We can feel your frustration (can you feel ours?) and we are so very, very sorry for these delays on PassPorter. Here's our latest news on the book shipment update. [Webmasters, if this post is inappropriate, please feel free to edit/delete it -- we just thought folks here should get an update.]
Book Delivery Update (2/14/2005) - Due to shipping delays, the new editions of PassPorter Walt Disney World 2005 are still not in our warehouse. We are hopeful that they will arrive within the next few days, perhaps even tomorrow (Tuesday, 2/15/05).
Wondering about all these delays? It's a pretty incredible story -- one that we hope will be behind us very shortly (though it may be a few years before we can laugh about it).
It started in early December, in Hong Kong. Our books were printed and ready to ship, right on schedule.
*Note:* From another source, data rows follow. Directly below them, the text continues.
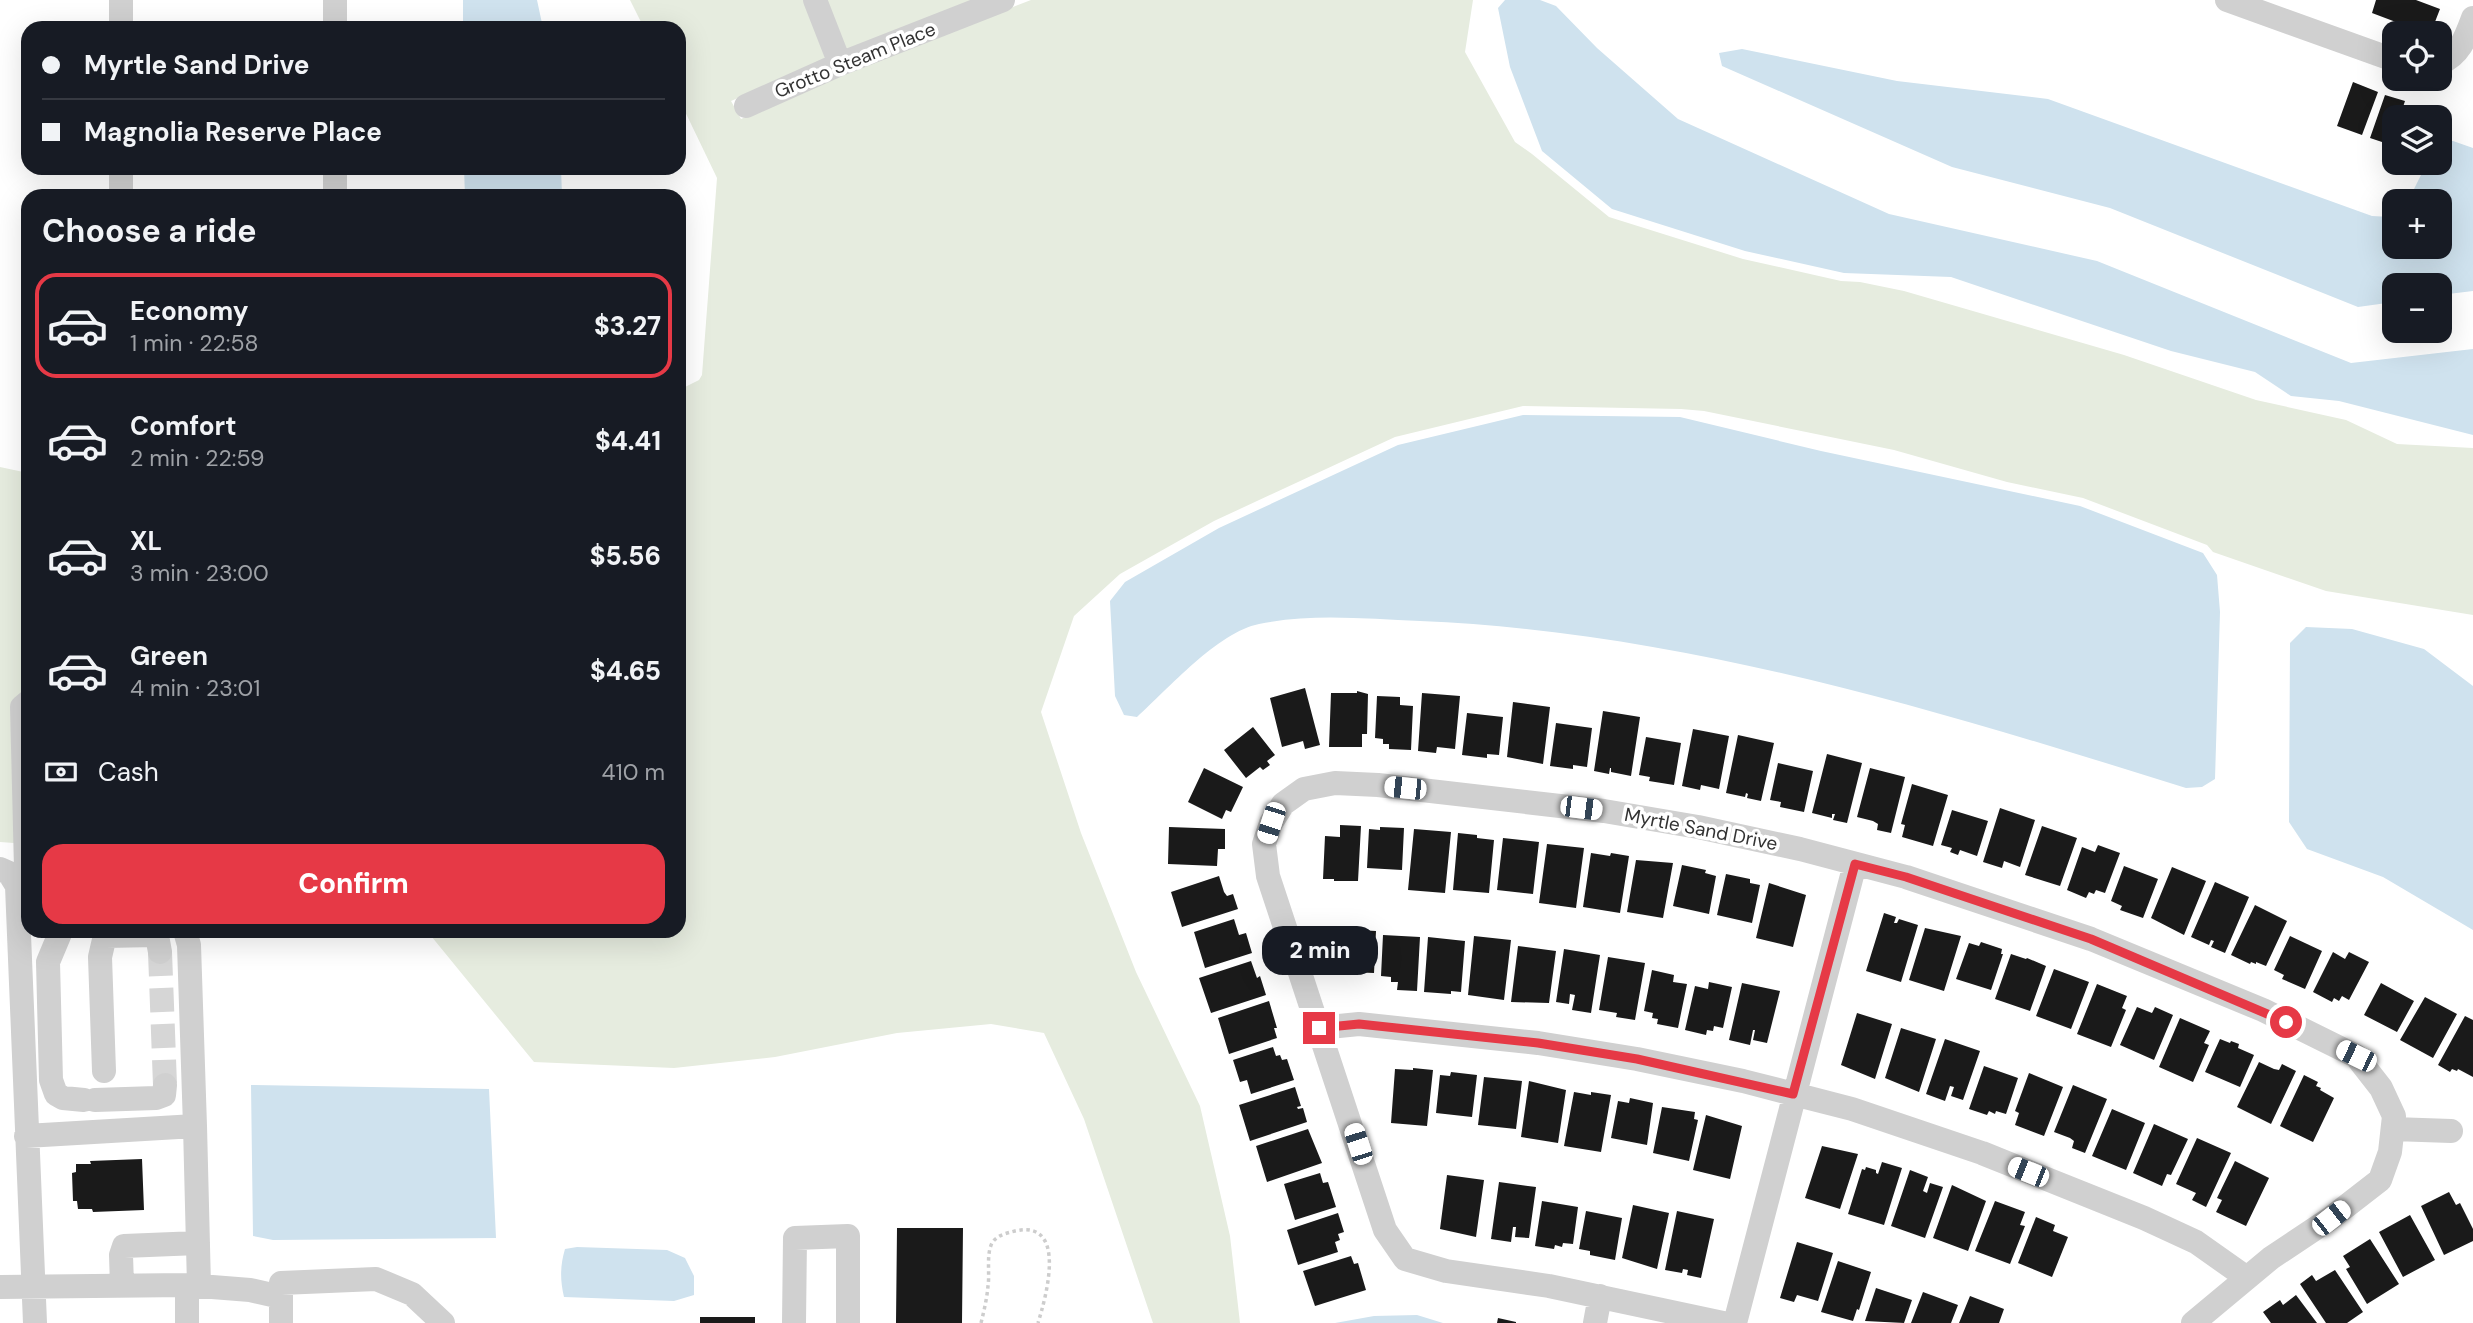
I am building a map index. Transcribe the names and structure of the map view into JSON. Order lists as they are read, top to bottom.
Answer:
{
  "streets": {
    "street": ["Grotto Steam Place", "Myrtle Sand Drive"]
  },
  "page": {
    "map_buttons": ["+", "−"],
    "banner": ["Myrtle Sand Drive", "Magnolia Reserve Place"],
    "heading": "Choose a ride",
    "list": [
      {
        "name": "Economy",
        "note": "1 min · 22:58",
        "value": "$3.27"
      },
      {
        "name": "Comfort",
        "note": "2 min · 22:59",
        "value": "$4.41"
      },
      {
        "name": "XL",
        "note": "3 min · 23:00",
        "value": "$5.56"
      },
      {
        "name": "Green",
        "note": "4 min · 23:01",
        "value": "$4.65"
      }
    ],
    "pay": ["Cash", "410 m"],
    "buttons": "Confirm",
    "bubble": "2 min"
  }
}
Our printer, after a change of personnel, made the mistake of holding the shipment of the books until they could confirm a detail with us. Normally this would not have been a big issue, except the printer chose only to contact us via e-mail, and the message didn't reach us for several days. Once we got that straightened out, we learned that this delay of a few days would result in a further delay of a week and a half because the printer had missed a shipment window. Finally, the books were on the boat, and they reached California without incident.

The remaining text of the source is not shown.